Opinion
No. 13.
Argued October 14, 1936. Decided November 9, 1936.
Iowa Chain Store Tax Act of 1935, § 4(b), held unconstitutional. Stewart Dry Goods Co. v. Lewis, 294 U.S. 550.
Mr. Frank F. Messer and Mr. Edward L. O'Connor, Attorney General of Iowa, with whom Mrs. W.E. Wallace and John Connolly, Jr., were on the brief, for appellants.
Mr. Joseph G. Gamble, with whom Messrs. Ralph L. Read, Alden B. Howland, and Joseph F. Rosenfield were on the brief, for appellees.

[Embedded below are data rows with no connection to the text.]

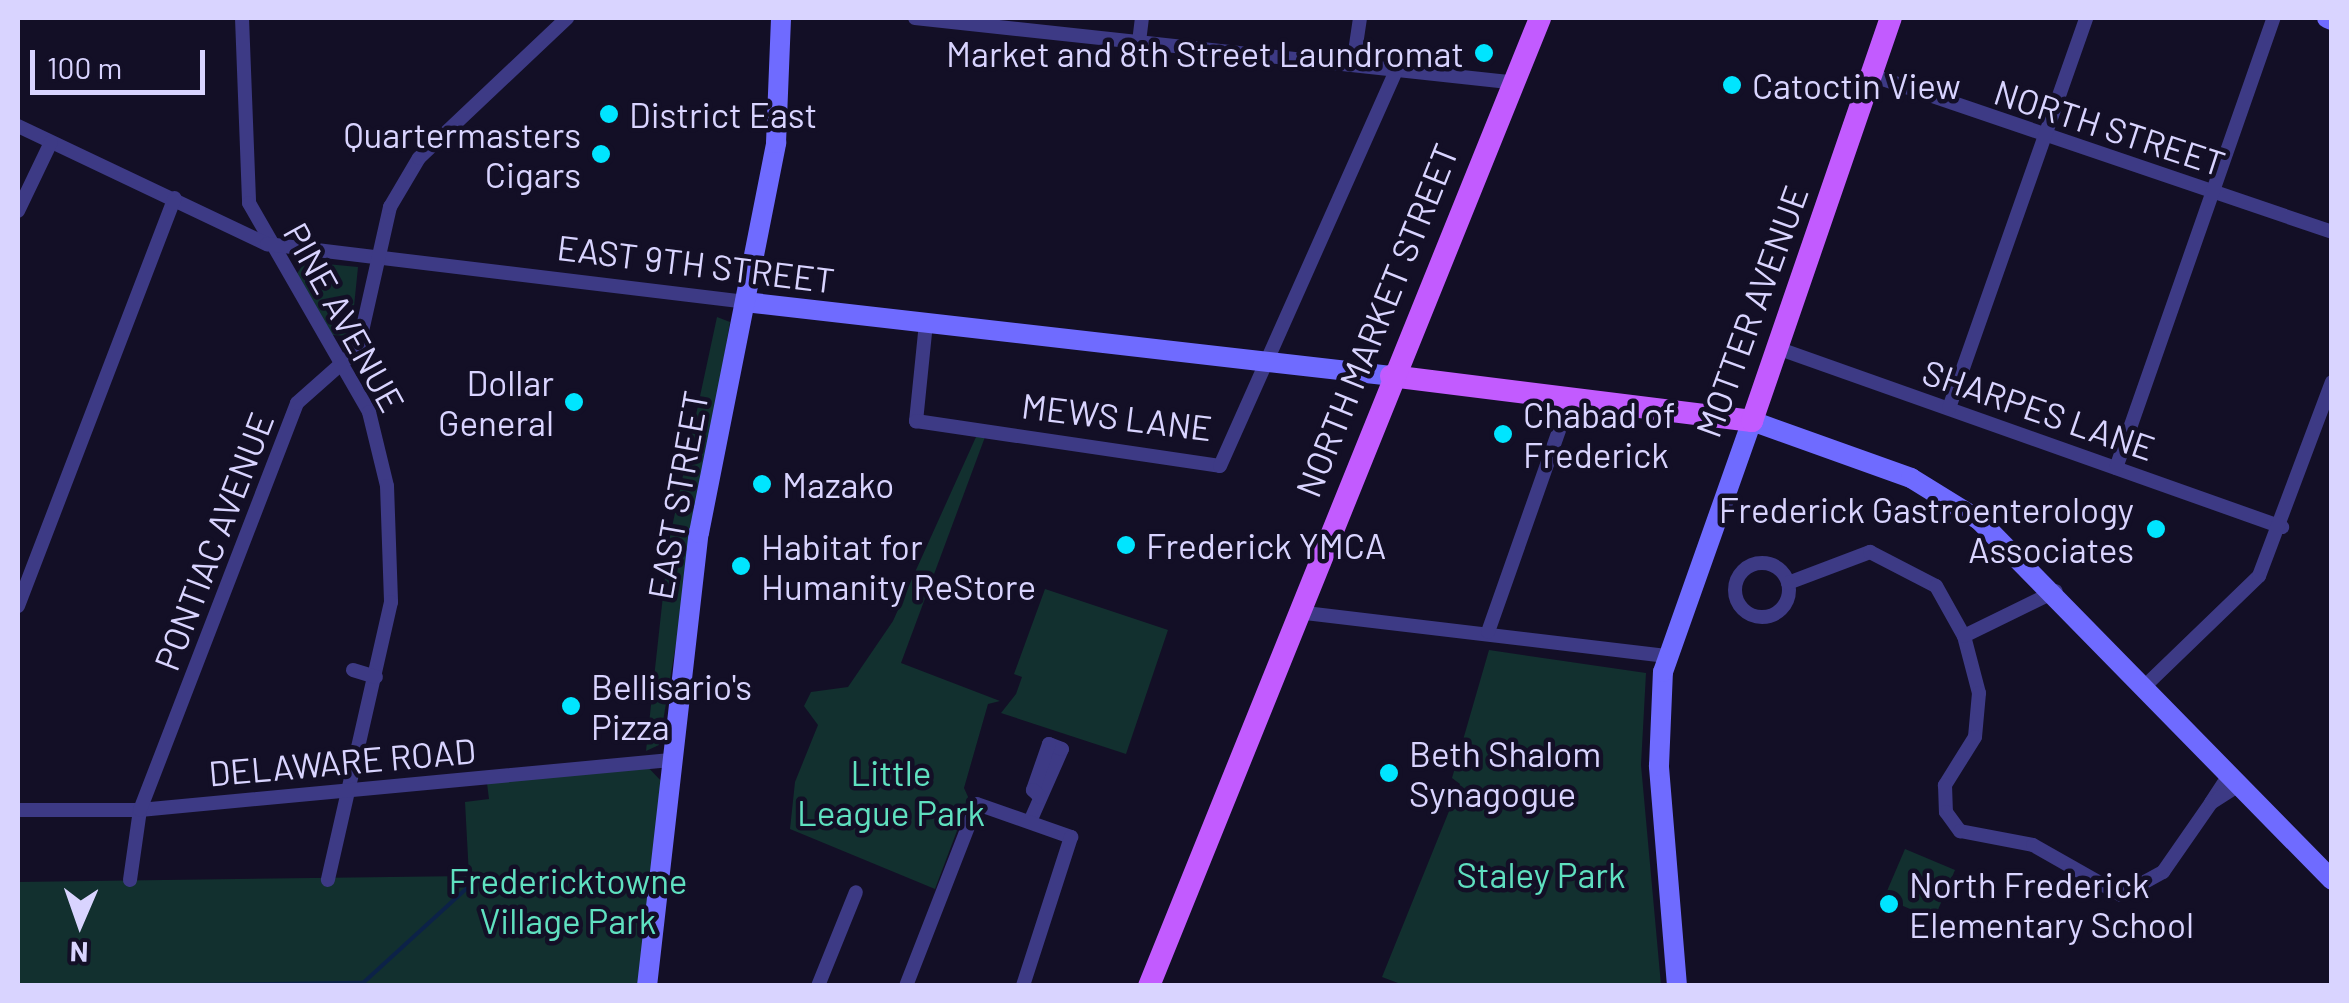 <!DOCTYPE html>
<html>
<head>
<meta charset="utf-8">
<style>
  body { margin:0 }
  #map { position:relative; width:2349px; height:1003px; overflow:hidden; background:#130f26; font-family:Barlow,sans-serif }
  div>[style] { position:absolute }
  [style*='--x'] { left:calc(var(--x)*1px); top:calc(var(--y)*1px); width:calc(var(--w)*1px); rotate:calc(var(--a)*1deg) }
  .green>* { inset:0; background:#12302f }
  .stream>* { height:4px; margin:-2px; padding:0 2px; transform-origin:2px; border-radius:2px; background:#0c2248 }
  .street>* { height:14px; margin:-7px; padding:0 7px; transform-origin:7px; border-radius:7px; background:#3d3a85 }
  .street>.ring { margin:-7px; padding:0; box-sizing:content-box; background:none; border:14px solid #3d3a85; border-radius:50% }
  .secondary>* { height:20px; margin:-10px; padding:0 10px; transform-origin:10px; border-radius:10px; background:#6f6bff }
  .primary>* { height:22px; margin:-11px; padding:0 11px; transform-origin:11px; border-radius:11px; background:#c25bff }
  .dots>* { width:28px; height:28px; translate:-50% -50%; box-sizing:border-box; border:5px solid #130f26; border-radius:50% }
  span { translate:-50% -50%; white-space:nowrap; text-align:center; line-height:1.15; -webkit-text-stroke:9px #130f26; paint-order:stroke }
  .poi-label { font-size:35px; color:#d9d4ff }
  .right { translate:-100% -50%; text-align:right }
  .left { translate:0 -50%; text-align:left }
  .street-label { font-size:35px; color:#d9d4ff }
  .park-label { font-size:35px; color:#5fe0c0 }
  .frame { position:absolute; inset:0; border:20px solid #d9d4ff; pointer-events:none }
  .north { position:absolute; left:30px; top:873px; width:100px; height:100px; -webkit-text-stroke:8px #130f26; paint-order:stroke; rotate:182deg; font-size:28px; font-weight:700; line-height:40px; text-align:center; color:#d9d4ff }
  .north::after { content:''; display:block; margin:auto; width:35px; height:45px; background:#d9d4ff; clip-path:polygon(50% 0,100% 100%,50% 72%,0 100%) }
  .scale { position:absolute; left:30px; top:50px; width:175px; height:45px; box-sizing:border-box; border:5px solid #d9d4ff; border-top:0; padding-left:12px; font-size:30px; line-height:35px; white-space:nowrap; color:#d9d4ff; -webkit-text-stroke:8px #130f26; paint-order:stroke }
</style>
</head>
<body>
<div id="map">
  <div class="green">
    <i style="clip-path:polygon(305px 262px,358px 267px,351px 336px,332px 335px,296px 275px)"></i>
    <i style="clip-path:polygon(717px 317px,730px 322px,659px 745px,646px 751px,669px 541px)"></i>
    <i style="clip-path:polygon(976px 437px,985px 437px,901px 663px,1000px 701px,988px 704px,964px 788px,969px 799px,935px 889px,790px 829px,795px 782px,818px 725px,804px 706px,811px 692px,848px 687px,893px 621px)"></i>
    <i style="clip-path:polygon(1045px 589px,1168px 630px,1126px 754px,1001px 713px,1016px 694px,1022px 677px,1014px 674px)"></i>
    <i style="clip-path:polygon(1489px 650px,1646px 673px,1641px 765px,1661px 985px,1406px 986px,1382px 977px,1460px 784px,1452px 778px)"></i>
    <i style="clip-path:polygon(643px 762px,663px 783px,645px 985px,18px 985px,18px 882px,469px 876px,465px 802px,489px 799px,486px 775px)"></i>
    <i style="clip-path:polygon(1905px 849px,1955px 870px,1934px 919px,1884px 898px)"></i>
  </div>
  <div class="stream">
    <i style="--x:103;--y:986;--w:260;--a:-0.7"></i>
    <i style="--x:363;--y:983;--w:142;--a:-42.4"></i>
  </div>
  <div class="street">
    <i style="--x:242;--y:18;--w:185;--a:87.8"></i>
    <i style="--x:249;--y:203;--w:241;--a:60.1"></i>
    <i style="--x:369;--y:412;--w:76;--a:76.3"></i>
    <i style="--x:387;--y:486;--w:116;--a:88"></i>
    <i style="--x:391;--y:602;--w:285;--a:102.8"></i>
    <i style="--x:915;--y:18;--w:597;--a:6.15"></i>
    <i style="--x:1139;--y:42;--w:24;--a:-83"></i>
    <i style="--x:1353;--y:65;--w:48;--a:-81.5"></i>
    <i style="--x:1871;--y:75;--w:487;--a:18.8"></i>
    <i style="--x:18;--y:126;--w:276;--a:25.4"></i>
    <i style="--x:267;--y:244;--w:482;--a:6.9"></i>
    <i style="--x:18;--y:211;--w:76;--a:-64.4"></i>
    <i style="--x:926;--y:323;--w:99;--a:95.8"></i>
    <i style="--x:916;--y:421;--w:307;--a:8.4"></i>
    <i style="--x:1220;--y:466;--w:435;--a:-66"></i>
    <i style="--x:1777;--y:348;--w:536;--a:19.52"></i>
    <i style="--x:1949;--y:408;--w:413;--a:-70.6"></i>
    <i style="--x:2116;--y:468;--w:477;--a:-70.7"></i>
    <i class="ring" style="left:1735px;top:563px;width:40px;height:40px"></i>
    <i style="--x:1788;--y:583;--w:88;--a:-20.7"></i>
    <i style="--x:1870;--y:552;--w:74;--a:27.3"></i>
    <i style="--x:1936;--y:586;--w:57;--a:60.8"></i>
    <i style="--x:1964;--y:636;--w:59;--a:75.3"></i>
    <i style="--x:1979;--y:693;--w:44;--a:95.2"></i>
    <i style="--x:1975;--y:737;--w:57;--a:122"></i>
    <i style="--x:1945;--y:785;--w:27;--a:88"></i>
    <i style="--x:1946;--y:812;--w:24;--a:54"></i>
    <i style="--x:1960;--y:831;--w:74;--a:10.9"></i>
    <i style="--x:2033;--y:845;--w:101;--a:29.6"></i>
    <i style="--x:2121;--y:895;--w:48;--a:-28.7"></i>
    <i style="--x:2163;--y:872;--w:84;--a:-55.2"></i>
    <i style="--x:18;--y:606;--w:437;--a:-69"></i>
    <i style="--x:1297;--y:612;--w:372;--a:6.8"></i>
    <i style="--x:1488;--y:632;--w:247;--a:-70.6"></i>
    <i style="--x:1964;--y:636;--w:102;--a:-26.1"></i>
    <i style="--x:353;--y:670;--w:24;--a:17"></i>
    <i style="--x:2146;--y:685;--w:157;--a:-44"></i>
    <i style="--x:2259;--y:576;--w:207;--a:-69.4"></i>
    <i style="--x:2229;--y:775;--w:33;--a:123"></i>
    <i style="--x:2211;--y:803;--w:33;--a:-33"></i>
    <i style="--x:18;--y:810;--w:122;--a:0"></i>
    <i style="--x:140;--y:810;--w:533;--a:-5.38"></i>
    <i style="--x:1032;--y:817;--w:74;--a:-66.2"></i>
    <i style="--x:1062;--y:749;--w:14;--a:-159"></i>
    <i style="--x:1049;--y:744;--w:49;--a:109.2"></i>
    <i style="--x:1033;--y:790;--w:10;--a:45"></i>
    <i style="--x:130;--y:880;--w:71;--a:-81.9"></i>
    <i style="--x:140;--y:810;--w:436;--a:-68.9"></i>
    <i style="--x:297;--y:403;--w:81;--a:-41.5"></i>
    <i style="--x:358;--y:349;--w:146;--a:-77.3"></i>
    <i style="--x:390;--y:207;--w:57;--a:-59.4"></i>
    <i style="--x:419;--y:158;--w:204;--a:-43.4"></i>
    <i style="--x:818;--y:986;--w:101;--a:-68"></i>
    <i style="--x:906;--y:986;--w:195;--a:-68.7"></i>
    <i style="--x:977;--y:804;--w:100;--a:19.3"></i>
    <i style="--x:1071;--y:837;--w:157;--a:107.9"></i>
  </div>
  <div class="secondary">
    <i style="--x:2327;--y:18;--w:5;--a:22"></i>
    <i style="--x:745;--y:302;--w:650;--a:6.53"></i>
    <i style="--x:647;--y:986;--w:456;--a:-83.5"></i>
    <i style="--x:699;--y:533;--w:398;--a:-78.8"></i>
    <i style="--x:776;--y:143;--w:125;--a:-87.7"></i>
    <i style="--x:1677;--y:986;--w:221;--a:-94.7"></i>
    <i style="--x:1659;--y:766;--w:94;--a:-87.6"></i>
    <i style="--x:1663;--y:672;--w:266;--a:-70.5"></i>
    <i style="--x:1752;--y:421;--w:169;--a:19.7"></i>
    <i style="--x:1911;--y:478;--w:80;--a:31.7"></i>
    <i style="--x:1979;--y:520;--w:504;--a:45.56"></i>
  </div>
  <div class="primary">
    <i style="--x:1391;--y:376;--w:364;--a:7.1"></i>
    <i style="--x:1752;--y:421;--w:426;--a:-71"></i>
    <i style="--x:1149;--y:986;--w:1044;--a:-68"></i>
  </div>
  <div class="dots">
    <i style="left:1484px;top:53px;background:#00e5ff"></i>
    <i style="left:1732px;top:85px;background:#00e5ff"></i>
    <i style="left:609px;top:114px;background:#00e5ff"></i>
    <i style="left:601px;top:154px;background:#00e5ff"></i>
    <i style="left:574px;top:402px;background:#00e5ff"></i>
    <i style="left:1503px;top:434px;background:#00e5ff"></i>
    <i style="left:762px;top:484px;background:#00e5ff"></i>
    <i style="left:2156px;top:529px;background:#00e5ff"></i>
    <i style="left:1126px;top:545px;background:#00e5ff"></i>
    <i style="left:741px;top:566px;background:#00e5ff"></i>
    <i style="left:571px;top:706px;background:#00e5ff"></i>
    <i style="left:1389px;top:773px;background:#00e5ff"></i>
    <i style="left:1889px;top:904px;background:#00e5ff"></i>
  </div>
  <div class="poi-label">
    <span class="right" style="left:1464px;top:53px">Market and 8th Street Laundromat</span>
    <span class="left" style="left:1752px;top:85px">Catoctin View</span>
    <span class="left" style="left:629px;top:114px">District East</span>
    <span class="right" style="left:581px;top:154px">Quartermasters<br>Cigars</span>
    <span class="right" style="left:554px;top:402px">Dollar<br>General</span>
    <span class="left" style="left:1523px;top:434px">Chabad of<br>Frederick</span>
    <span class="left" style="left:782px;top:484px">Mazako</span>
    <span class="right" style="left:2134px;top:529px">Frederick Gastroenterology<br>Associates</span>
    <span class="left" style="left:1146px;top:545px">Frederick YMCA</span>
    <span class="left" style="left:761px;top:566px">Habitat for<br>Humanity ReStore</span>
    <span class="left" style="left:591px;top:706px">Bellisario's<br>Pizza</span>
    <span class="left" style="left:1409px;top:773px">Beth Shalom<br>Synagogue</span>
    <span class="left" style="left:1909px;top:904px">North Frederick<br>Elementary School</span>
  </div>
  <div class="street-label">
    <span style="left:2110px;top:127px;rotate:18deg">NORTH STREET</span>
    <span style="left:696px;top:263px;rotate:7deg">EAST 9TH STREET</span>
    <span style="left:1751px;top:311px;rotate:-70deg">MOTTER AVENUE</span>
    <span style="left:345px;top:317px;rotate:61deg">PINE AVENUE</span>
    <span style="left:1376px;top:320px;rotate:-68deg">NORTH MARKET STREET</span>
    <span style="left:2039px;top:409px;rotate:19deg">SHARPES LANE</span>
    <span style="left:1117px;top:416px;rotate:7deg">MEWS LANE</span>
    <span style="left:677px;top:495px;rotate:-80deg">EAST STREET</span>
    <span style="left:213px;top:541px;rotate:-69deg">PONTIAC AVENUE</span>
    <span style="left:342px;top:761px;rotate:-5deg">DELAWARE ROAD</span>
  </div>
  <div class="park-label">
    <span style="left:891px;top:792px">Little<br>League Park</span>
    <span style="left:1541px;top:874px">Staley Park</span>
    <span style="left:568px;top:900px">Fredericktowne<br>Village Park</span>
  </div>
  <div class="frame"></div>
  <div class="north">N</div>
  <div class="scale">100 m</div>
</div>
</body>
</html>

Appellees brought these suits to restrain the enforcement of a statute of Iowa known as the "Chain Store Tax Act of 1935" (Iowa Code of 1935, c. 329 G-1). The District Court, composed of three judges, held that the provision of § 4(b) of the statute, imposing a tax based on gross receipts from sales according to an accumulative graduated scale, was invalid under the equal protection clause of the Fourteenth Amendment of the Constitution of the United States as creating an arbitrary discrimination. 12 F. Supp. 760. The case comes here upon direct appeal from a final decree granting a permanent injunction. 28 U.S.C. § 380.
The decree is affirmed upon the authority of Stewart Dry Goods Co. v. Lewis, 294 U.S. 550.
Affirmed.
MR. JUSTICE BRANDEIS and MR. JUSTICE CARDOZO dissent.
MR. JUSTICE STONE took no part in the consideration or decision of this case.